Cada vez mais gente, em mais setores sociais e regiões do país, passa a se dar conta do sério risco que o poder globalitário do capitalismo traz não só para a continuidade da vida da espécie humana, mas do planeta como um todo. O sinal de alerta faz com que tenda a cair o véu de sua ilusão, tecido pelo abuso. Instaura-se nas subjetividades um estado de urgência que as faz batalhar para abrir o acesso à experiência subjetiva de nossa condição de viventes e retomar em suas mãos as rédeas da pulsão. Isto leva o desejo a deslocar-se de sua entrega ao abuso e a agir no sentido de transfigurar o presente, impedindo que a carnificina prossiga.

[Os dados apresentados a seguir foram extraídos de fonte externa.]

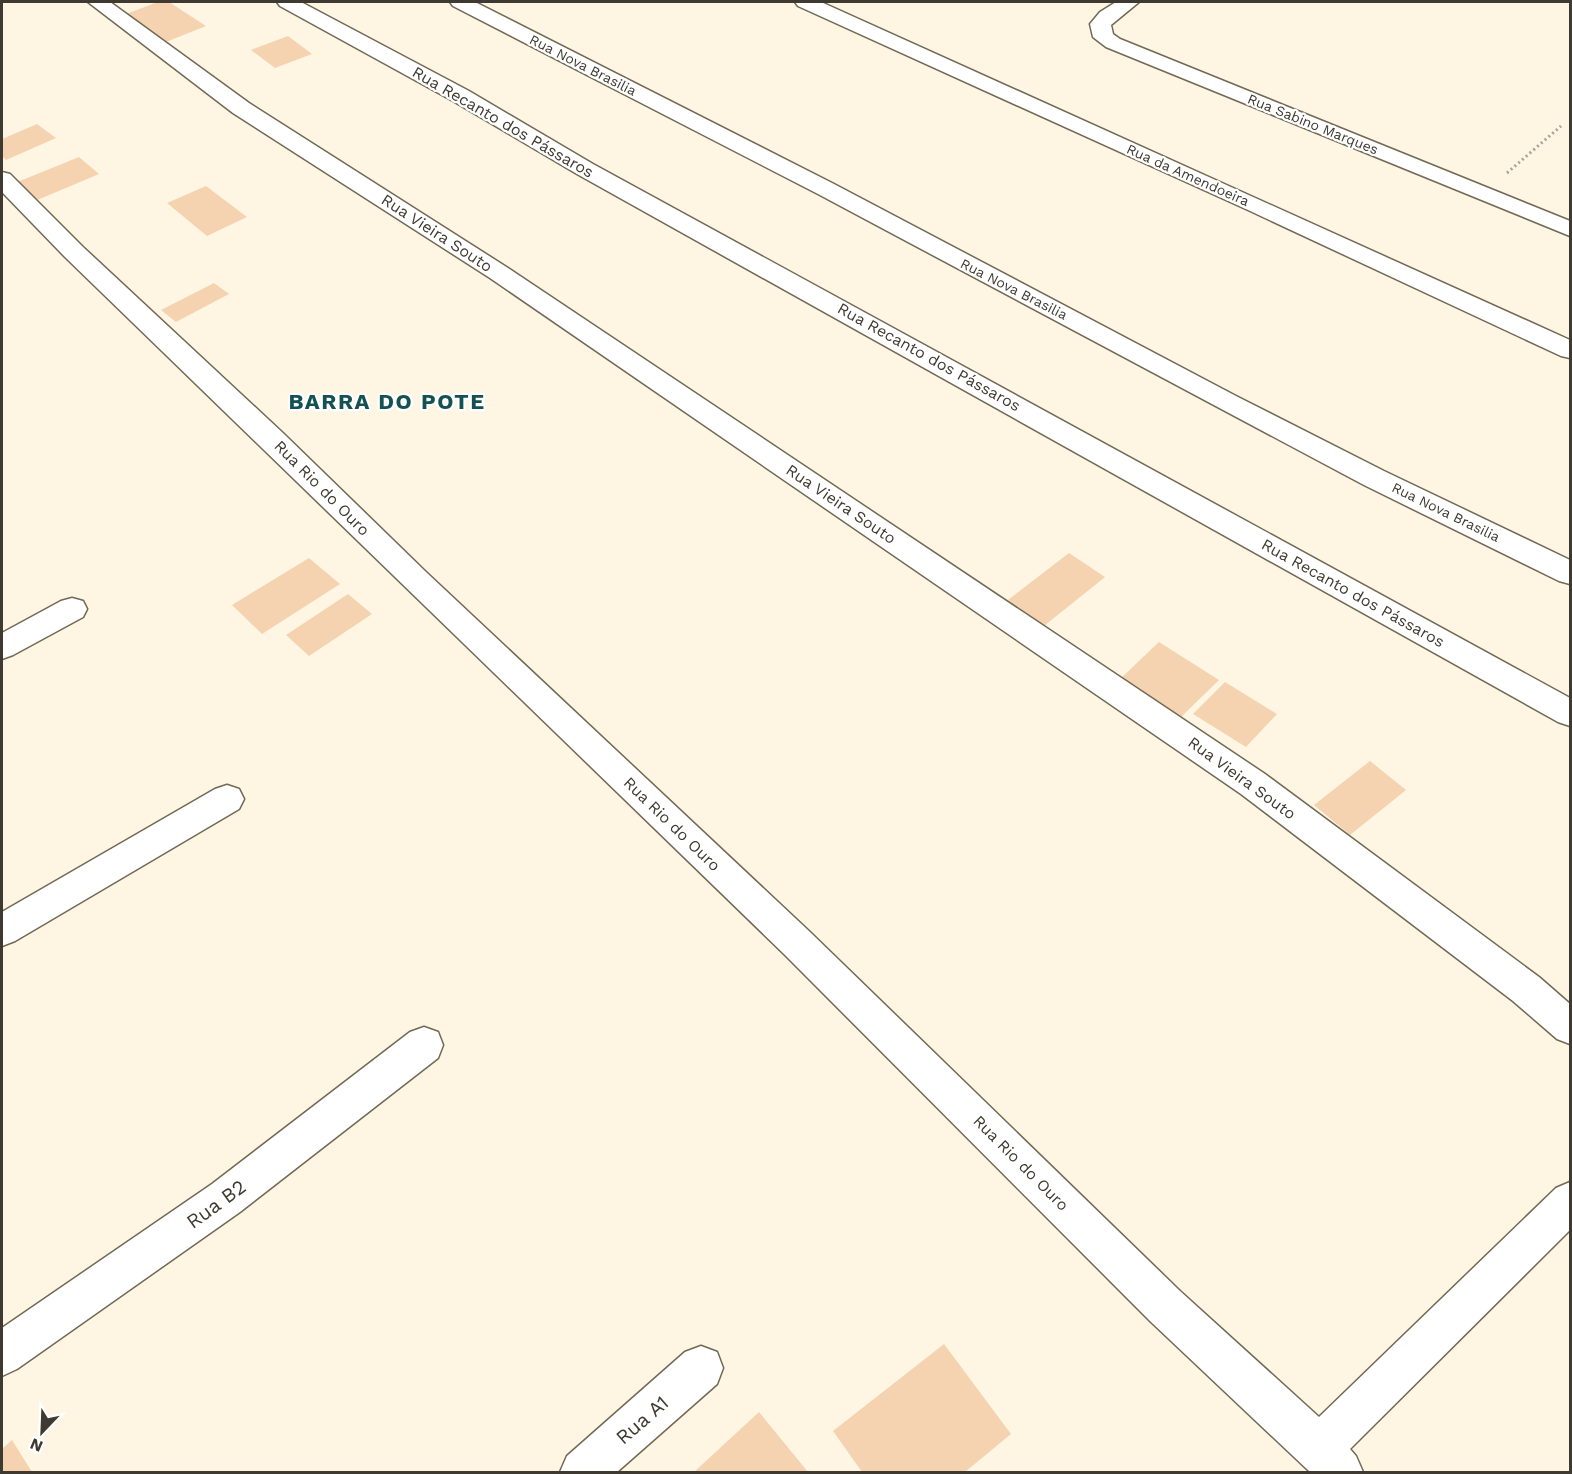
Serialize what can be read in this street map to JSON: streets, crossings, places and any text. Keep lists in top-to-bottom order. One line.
{"streets":{"street":["Rua Nova Brasilia","Rua Recanto dos Pássaros","Rua Sabino Marques","Rua da Amendoeira","Rua Vieira Souto","Rua Rio do Ouro","Rua B2","Rua A1"]},"districts":["BARRA DO POTE"],"north":"bottom left"}
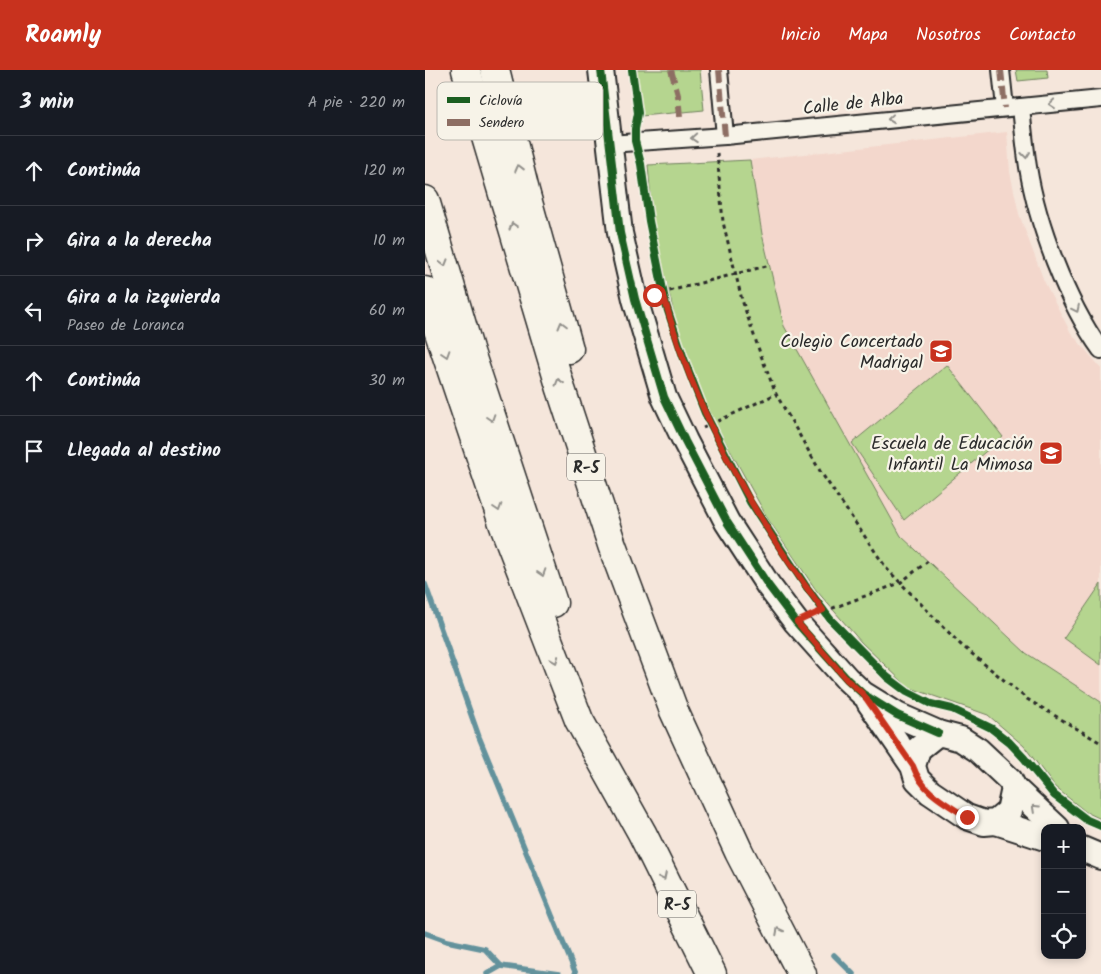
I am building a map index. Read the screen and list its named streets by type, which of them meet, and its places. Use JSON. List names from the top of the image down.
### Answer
{
  "streets": {
    "highway": ["R-5"],
    "street": ["Calle de Alba"]
  },
  "one_way": ["Calle de Alba"],
  "places": {
    "school or university": ["Colegio Concertado Madrigal", "Escuela de Educación Infantil La Mimosa"]
  },
  "legend": ["Ciclovía", "Sendero"],
  "page": {
    "header": "Roamly",
    "nav": [
      "Inicio",
      "Mapa",
      "Nosotros",
      "Contacto"
    ],
    "heading": ["3 min", "A pie · 220 m"],
    "list": [
      ["Continúa", "120 m"],
      ["Gira a la derecha", "10 m"],
      ["Gira a la izquierda", "Paseo de Loranca", "60 m"],
      ["Continúa", "30 m"],
      "Llegada al destino"
    ],
    "map_buttons": ["+", "−"]
  }
}
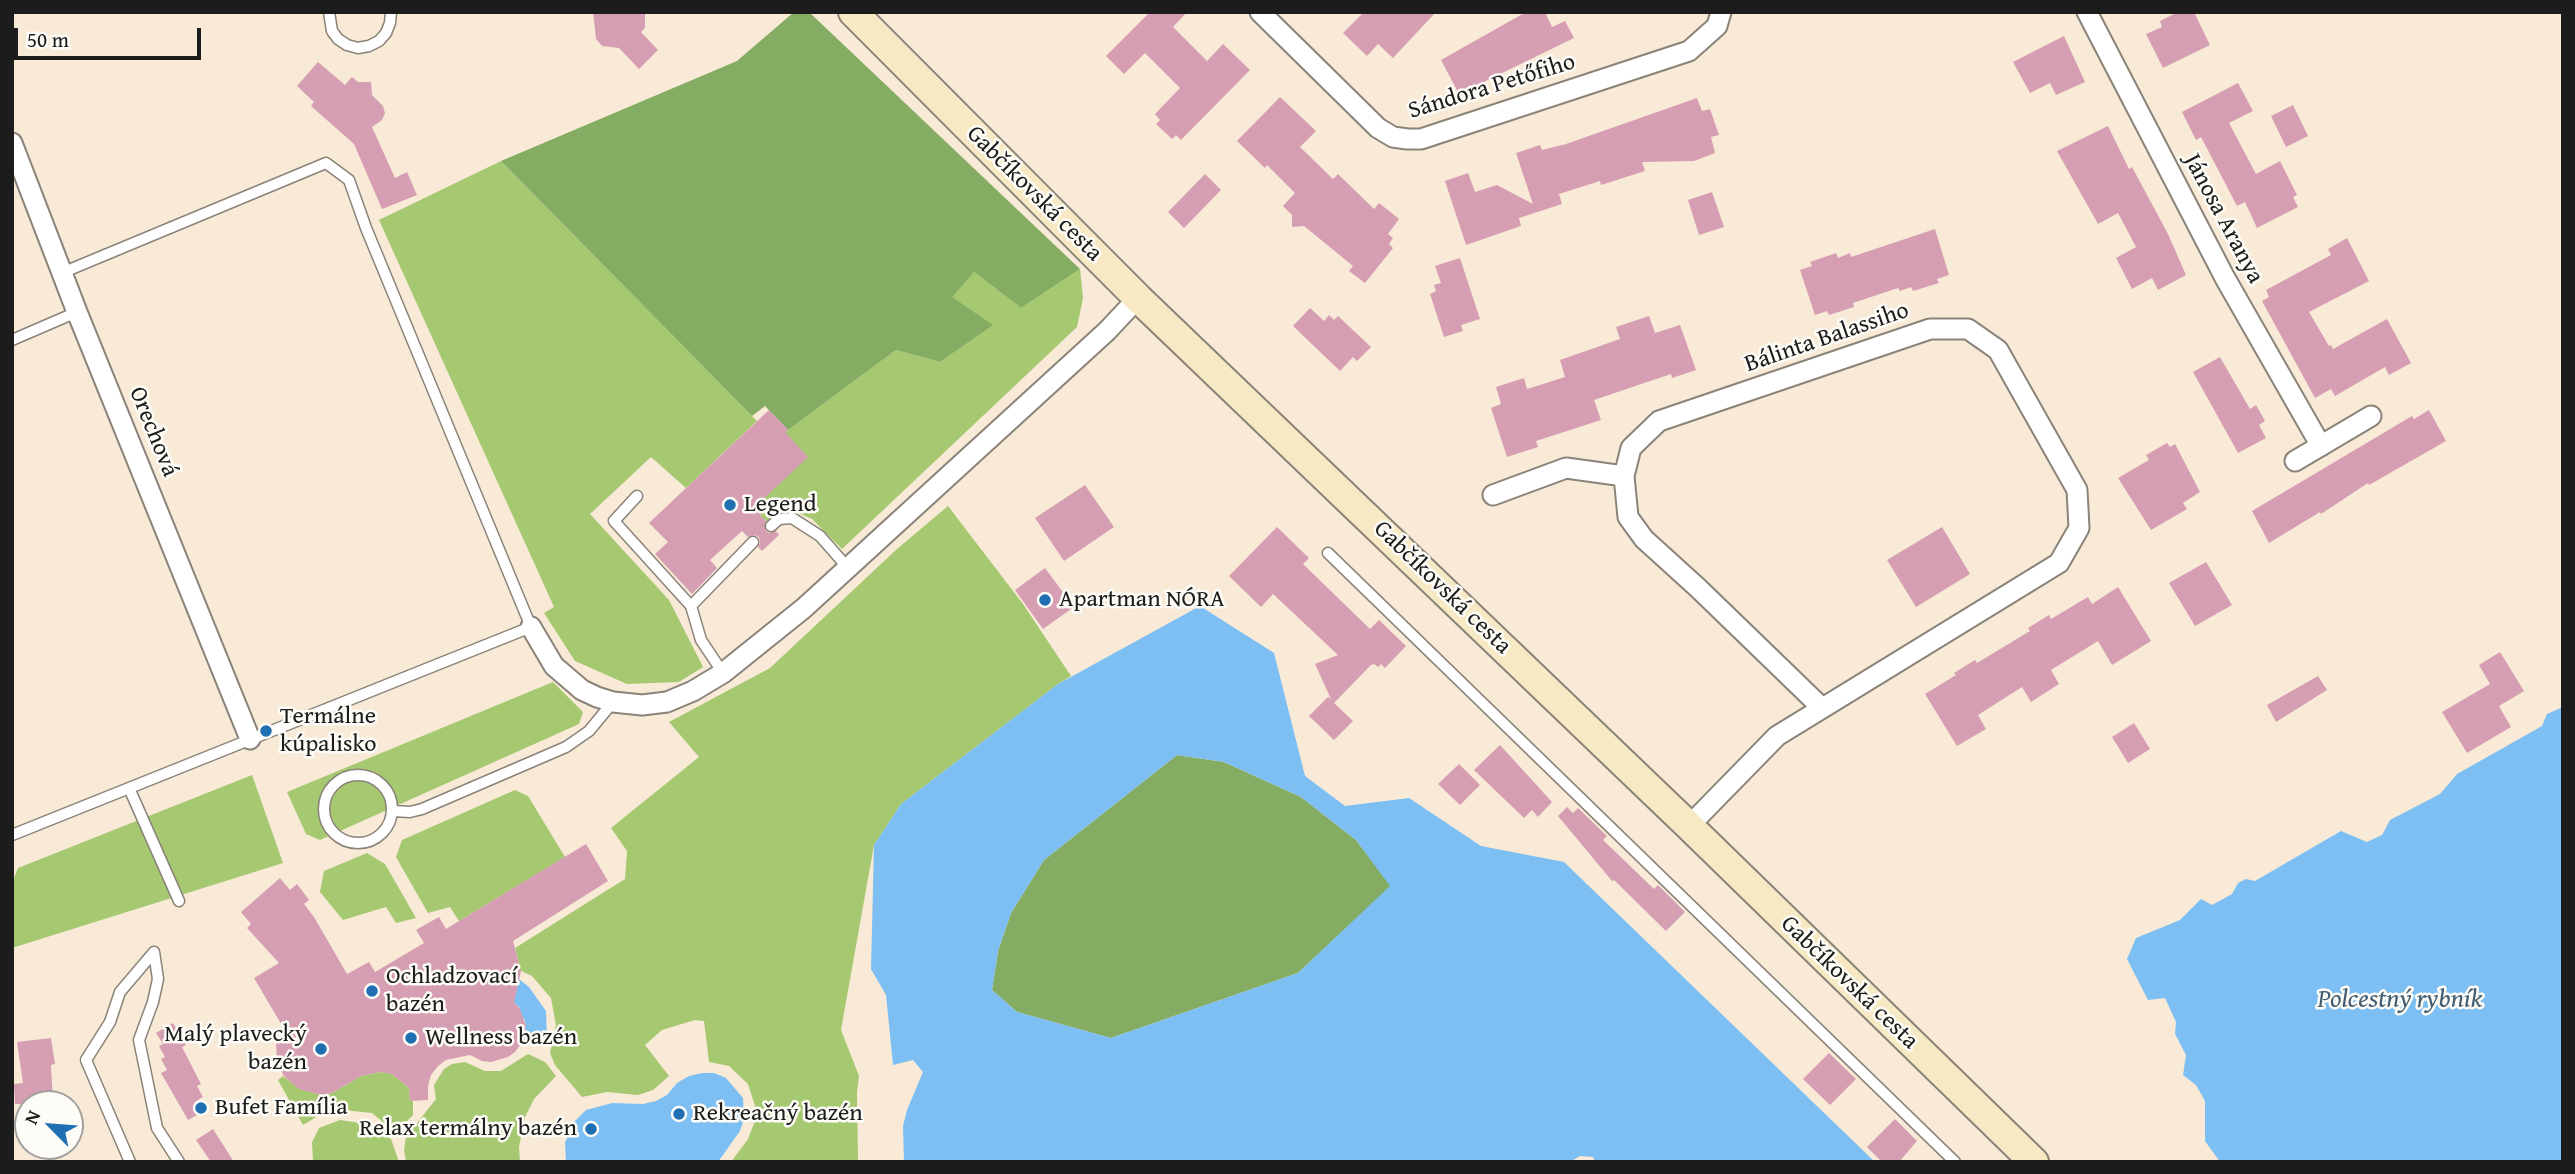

Uma nova modalidade de resistência

Rolnik aponta o surgimento de resistência que incide também na esfera microplítica:

O fato de que, em sua nova dobra, fique mais escancarado que o capitalismo incide na esfera micropolítica dá origem a uma nova modalidade de resistência: surge a consciência de que a resistência tem que incidir igualmente nesta esfera. Isto aparece nos novos tipos de movimento social que vêm desestabilizando aqui e acolá o poder mundial do capitalismo financeirizado na determinação dos modos de existência que lhe são necessários. A propagação deste tipo de resistência, que se intensificou após o tsunami dos ditos golpes de Estado provocados pelo novo regime por toda parte, tem surgido principalmente entre as gerações mais jovens e, mais contundentemente, nas periferias dos grandes centros urbanos.

E exemplifica:

Nestes contextos, destacam-se especialmente os citados movimentos das mulheres (numa nova dobra do feminismo), dos LGBTQI (numa nova dobra das lutas no campo da homossexualidade, transexualidade, etc, na qual estas se juntam em torno de alguns objetivos e refinam suas estratégias) e, também, dos negros (numa nova dobra de suas lutas anti-raciais). A estes movimentos somam-se as lutas por moradia e o combate dos indígenas, cada vez mais amplo e articulado – em ambos, uma forte atuação na esfera micropolítica agrega-se à sua tradicional atuação na macropolítica. Neste novo campo de batalha, cada um destes movimentos ganha novas forças.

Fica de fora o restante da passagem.